Masdar turns to sun’s heat to cool buildings

Masdar has successfully activated a proprietary double-effect solar thermal cooling system – the first in the Gulf region and one of only a handful in the world – to test the viability of using the sun’s heat to cool buildings at Masdar City, the emerging low-carbon cleantech cluster being constructed on the outskirts of the UAE capital Abu Dhabi.

Designed and engineered by Masdar, the pilot plant is the only one in the world to combine two different concentrating solar thermal collector technologies in a single system.

“Green” air conditioning systems generally consist of conventional compression chillers powered by electricity from photovoltaic panels or concentrated solar power plants. While such conventional chillers and air conditioners use electricity to run a compressor, a double-effect absorption chiller such as the one being tested at Masdar City uses heat to activate a chemical process that provides chilled water for cooling.

If successful, the technology could become a major source of cooling across the 6km2 city. Solar cooling is ideal for medium-scale cooling loads, such as those of supermarkets and shopping malls and can also be implemented in a central cooling plant configuration (“district cooling”). It is especially well suited to address peak cooling demand as the solar thermal energy supply closely matches high daytime cooling demand.

“This project reflects the ongoing innovation taking place at Masdar City as we push the boundaries of sustainable cooling to deliver new solutions that not only compete with conventional systems in terms of quality but also excel in terms of what we can achieve via optimised and cost-effective implementation of state-of-the-art solar technologies,” according to Afshin Afshari, Head of Energy Management at Masdar City.

The collectors include a Sopogy parabolic trough collector with uniaxial tracking and a total mirror aperture area of 334m2. It heats thermal oil, whose heat is transferred to the system’s pressurised water circuit through a heat exchanger. A Mirroxx linear Fresnel collector with uniaxial tracking and a total mirror aperture area of 132m2 heats the pressurised water directly.

Schneider Electric provided the control system components for the pilot plant and EM Hidromontaza installed the integrated system. The Fraunhofer Institute of Solar Energy will analyse the monitored data and assess system performance.

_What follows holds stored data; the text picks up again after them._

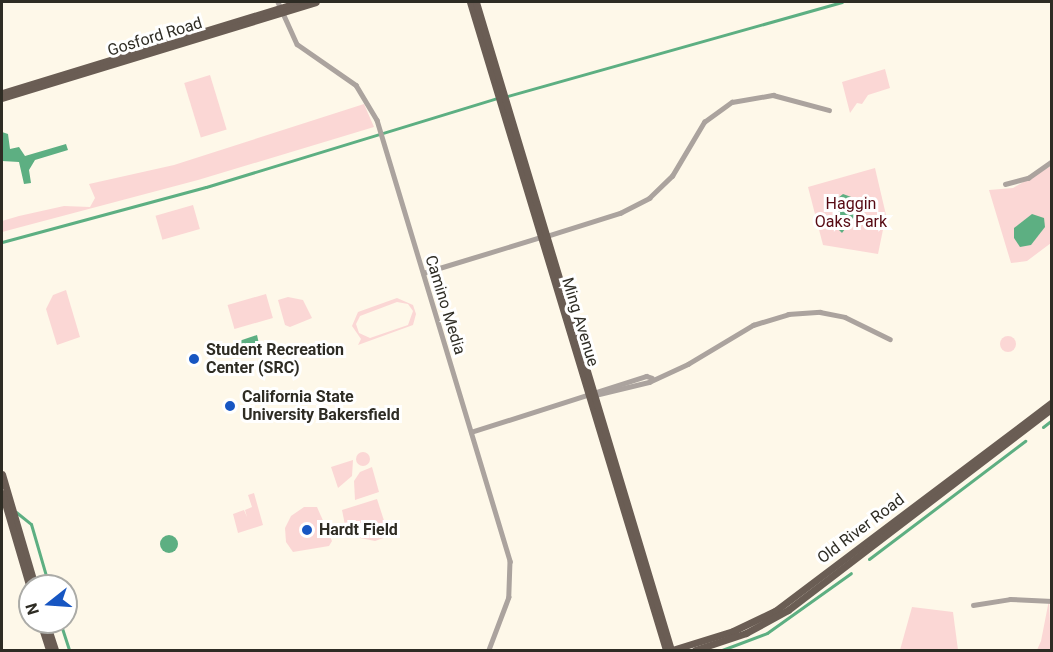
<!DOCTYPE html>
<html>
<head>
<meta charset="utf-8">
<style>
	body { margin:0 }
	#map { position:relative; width:1053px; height:652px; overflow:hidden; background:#fef8e9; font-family:Roboto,sans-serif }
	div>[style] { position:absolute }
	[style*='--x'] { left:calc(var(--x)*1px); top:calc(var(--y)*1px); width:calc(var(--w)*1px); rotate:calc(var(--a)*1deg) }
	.green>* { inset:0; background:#fbd7d5; transform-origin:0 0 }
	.round { border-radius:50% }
	.water>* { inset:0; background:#5daf82 }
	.canal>* { height:3px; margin:-1.5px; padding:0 1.5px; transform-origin:1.5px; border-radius:1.5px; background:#5daf82 }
	.minor>* { height:4.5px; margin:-2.25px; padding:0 2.25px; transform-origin:2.25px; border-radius:2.25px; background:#aba39e }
	.major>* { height:7px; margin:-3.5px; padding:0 3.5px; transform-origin:3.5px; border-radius:3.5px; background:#6a5d54 }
	.dots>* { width:16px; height:16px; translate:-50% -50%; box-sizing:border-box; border:3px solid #fff; border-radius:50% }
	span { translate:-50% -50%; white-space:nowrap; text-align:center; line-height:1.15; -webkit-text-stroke:6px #fff; paint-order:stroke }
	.street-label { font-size:16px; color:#2e2c24 }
	.park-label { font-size:16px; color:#570a13 }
	.poi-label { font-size:16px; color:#2e2c24; font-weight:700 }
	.left { translate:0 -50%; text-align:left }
	.frame { position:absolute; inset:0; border:3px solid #2e2c24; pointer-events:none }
	.north { position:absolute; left:18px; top:574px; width:60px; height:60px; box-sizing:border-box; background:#fff; border:2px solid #ababa7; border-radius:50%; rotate:253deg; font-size:16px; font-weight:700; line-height:24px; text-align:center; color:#2e2c24 }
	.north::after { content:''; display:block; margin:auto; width:21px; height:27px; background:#1756c2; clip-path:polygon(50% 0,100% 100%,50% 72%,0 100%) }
</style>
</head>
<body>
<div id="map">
	<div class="green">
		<i style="clip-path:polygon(885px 69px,890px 88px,868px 95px,862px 104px,857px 103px,850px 113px,842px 82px)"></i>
		<i style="left:210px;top:75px;width:57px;height:27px;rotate:73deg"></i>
		<i style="clip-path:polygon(364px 104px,374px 127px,198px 180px,2px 232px,2px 221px,19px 216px,64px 206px,90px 207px,95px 198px,89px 184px,174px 165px)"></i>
		<i style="clip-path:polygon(1051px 166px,1051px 243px,1027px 261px,1011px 263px,989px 190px,1013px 188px)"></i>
		<i style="clip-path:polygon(875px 168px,886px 215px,878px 254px,823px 245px,808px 187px)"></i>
		<i style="left:193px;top:205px;width:25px;height:39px;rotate:74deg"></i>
		<i style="clip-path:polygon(66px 290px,80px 337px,57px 345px,46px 309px,53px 295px)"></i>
		<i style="left:266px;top:294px;width:25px;height:40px;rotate:74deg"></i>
		<i style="clip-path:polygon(288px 297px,303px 300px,312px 318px,290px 327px,285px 325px,278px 300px)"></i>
		<i style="clip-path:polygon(evenodd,397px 298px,413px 305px,416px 314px,413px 325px,358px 345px,361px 339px,352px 326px,358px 312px,397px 298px,397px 302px,408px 304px,413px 311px,408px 325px,370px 338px,359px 333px,356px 324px,360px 316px,397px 302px)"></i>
		<i class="round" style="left:1000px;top:336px;width:16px;height:16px"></i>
		<i class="round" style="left:356px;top:452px;width:14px;height:14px"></i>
		<i style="clip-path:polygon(353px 460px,352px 476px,338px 488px,331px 467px)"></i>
		<i style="clip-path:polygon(372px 467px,379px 492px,355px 500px,354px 481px,360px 472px)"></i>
		<i style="clip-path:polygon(254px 493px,263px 525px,238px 533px,233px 514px,244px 510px,247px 517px,245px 510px,252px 507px,248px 495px)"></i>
		<i style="clip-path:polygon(377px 499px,389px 536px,375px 541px,360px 538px,345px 525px,342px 510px)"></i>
		<i style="clip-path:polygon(304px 507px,317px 507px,332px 541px,329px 546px,293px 552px,286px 542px,285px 528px,291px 516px)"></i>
		<i style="clip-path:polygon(1049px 600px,1051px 650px,1037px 650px,1041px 641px)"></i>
		<i style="clip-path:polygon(912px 607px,953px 612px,958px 650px,900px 650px)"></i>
	</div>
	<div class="water">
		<i style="clip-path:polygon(2px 132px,8px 134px,10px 149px,19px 147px,25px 156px,66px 144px,68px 150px,35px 160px,29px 170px,31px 183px,24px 184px,19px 162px,2px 161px)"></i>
		<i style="clip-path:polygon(843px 194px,854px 198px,861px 208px,842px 233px,834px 225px,833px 202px)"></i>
		<i style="clip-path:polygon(1032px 214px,1044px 218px,1045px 227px,1031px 245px,1020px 247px,1014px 238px,1014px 228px)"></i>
		<i style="clip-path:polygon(257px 335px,259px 344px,241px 349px,239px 341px)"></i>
		<i class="round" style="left:160px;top:535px;width:18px;height:18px"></i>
	</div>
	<div class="canal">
		<i style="--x:504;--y:97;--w:351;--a:-15.7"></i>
		<i style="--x:2;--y:242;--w:211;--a:-15.1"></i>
		<i style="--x:206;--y:187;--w:305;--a:-17"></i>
		<i style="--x:1043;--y:427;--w:11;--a:-38"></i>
		<i style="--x:16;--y:512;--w:19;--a:39"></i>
		<i style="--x:31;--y:524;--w:65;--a:73.8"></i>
		<i style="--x:869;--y:559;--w:196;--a:-37.1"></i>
		<i style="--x:60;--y:622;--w:29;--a:72"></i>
		<i style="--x:722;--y:650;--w:48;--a:-20.7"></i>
		<i style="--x:767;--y:633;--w:103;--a:-35.5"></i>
	</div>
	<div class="minor">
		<i style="--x:278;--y:2;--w:46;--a:65.7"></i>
		<i style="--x:297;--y:44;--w:72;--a:34.8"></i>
		<i style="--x:356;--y:85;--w:41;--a:59"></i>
		<i style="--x:377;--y:120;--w:461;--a:73.2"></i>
		<i style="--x:510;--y:561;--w:36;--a:92"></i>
		<i style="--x:509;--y:597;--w:57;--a:110.7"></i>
		<i style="--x:1005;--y:184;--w:24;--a:-15"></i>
		<i style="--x:1028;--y:178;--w:29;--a:-35"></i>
		<i style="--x:547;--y:236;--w:77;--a:-17.5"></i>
		<i style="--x:620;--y:213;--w:33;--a:-27"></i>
		<i style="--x:649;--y:198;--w:32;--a:-44"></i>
		<i style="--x:672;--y:176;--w:63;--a:-59.3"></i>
		<i style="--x:704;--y:122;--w:34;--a:-36"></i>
		<i style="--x:732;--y:102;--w:42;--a:-9.7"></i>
		<i style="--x:773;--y:95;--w:58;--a:15"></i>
		<i style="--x:423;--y:273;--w:123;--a:-17"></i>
		<i style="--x:595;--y:395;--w:56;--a:-13.5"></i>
		<i style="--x:649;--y:382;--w:43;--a:-24.8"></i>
		<i style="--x:688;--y:364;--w:76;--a:-31"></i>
		<i style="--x:753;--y:325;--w:37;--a:-17"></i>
		<i style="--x:788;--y:314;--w:32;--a:-4"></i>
		<i style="--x:820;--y:312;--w:25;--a:11"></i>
		<i style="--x:845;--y:317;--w:50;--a:26.1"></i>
		<i style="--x:471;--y:432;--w:184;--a:-17.7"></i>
		<i style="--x:646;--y:376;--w:6;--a:18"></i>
		<i style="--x:973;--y:605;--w:37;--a:-9"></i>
		<i style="--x:1010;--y:599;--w:42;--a:2.7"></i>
	</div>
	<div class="major">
		<i style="--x:470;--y:2;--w:677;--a:73.17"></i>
		<i style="--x:476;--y:2;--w:677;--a:73.25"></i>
		<i style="--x:2;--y:93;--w:311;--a:-17"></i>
		<i style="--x:2;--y:98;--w:328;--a:-17"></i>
		<i style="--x:2;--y:474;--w:117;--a:73.6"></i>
		<i style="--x:2;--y:493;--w:99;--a:73.6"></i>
		<i style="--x:40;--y:622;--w:29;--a:72"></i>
		<i style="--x:46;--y:622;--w:29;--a:72"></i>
		<i style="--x:672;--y:650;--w:64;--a:-17.3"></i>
		<i style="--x:733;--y:631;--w:47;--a:-25.5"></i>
		<i style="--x:775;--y:611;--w:347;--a:-37"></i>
		<i style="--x:695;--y:650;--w:54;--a:-18.4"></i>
		<i style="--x:746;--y:633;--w:48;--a:-28.7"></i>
		<i style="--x:788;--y:610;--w:332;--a:-37.4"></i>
	</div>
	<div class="dots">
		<i style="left:194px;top:359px;background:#1756c2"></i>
		<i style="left:230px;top:406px;background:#1756c2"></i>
		<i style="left:307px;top:530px;background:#1756c2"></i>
	</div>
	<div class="street-label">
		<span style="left:155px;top:37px;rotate:-17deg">Gosford Road</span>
		<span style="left:445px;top:305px;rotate:73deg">Camino Media</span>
		<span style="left:580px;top:322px;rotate:73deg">Ming Avenue</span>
		<span style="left:861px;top:529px;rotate:-37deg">Old River Road</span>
	</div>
	<div class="park-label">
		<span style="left:851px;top:213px">Haggin<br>Oaks Park</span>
	</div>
	<div class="poi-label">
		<span class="left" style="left:206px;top:359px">Student Recreation<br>Center (SRC)</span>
		<span class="left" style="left:242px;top:406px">California State<br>University Bakersfield</span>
		<span class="left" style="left:319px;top:530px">Hardt Field</span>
	</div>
	<div class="frame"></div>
	<div class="north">N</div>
</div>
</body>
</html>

”The two solar thermal collector systems have been in successful test operation already for more than three months,” explained Simon Bräuniger, project manager for Masdar’s pilot plants. “The collector’s thermal energy has been driving the Broad 50-refrigeration-ton double-effect absorption chiller that is cooling our office building since mid-September, marking the start of full operation for the pilot project.”

The system provides sustainable cooling to 1700m2 of office space using advanced air-conditioning and delivery equipment from Swegon, such as active chilled beams and an air handling unit that achieves 75% energy recovery.

The objective is to demonstrate that high-temperature solar thermal cooling is more cost effective and requires a smaller collector footprint compared to a conventional electric chiller plant powered by solar-generated electricity. The solar cooling pilot installation produces cooling equivalent to approximately 80 conventional split-type air conditioning systems, leading to annual emissions reductions of approximately 70,000 kg of CO2.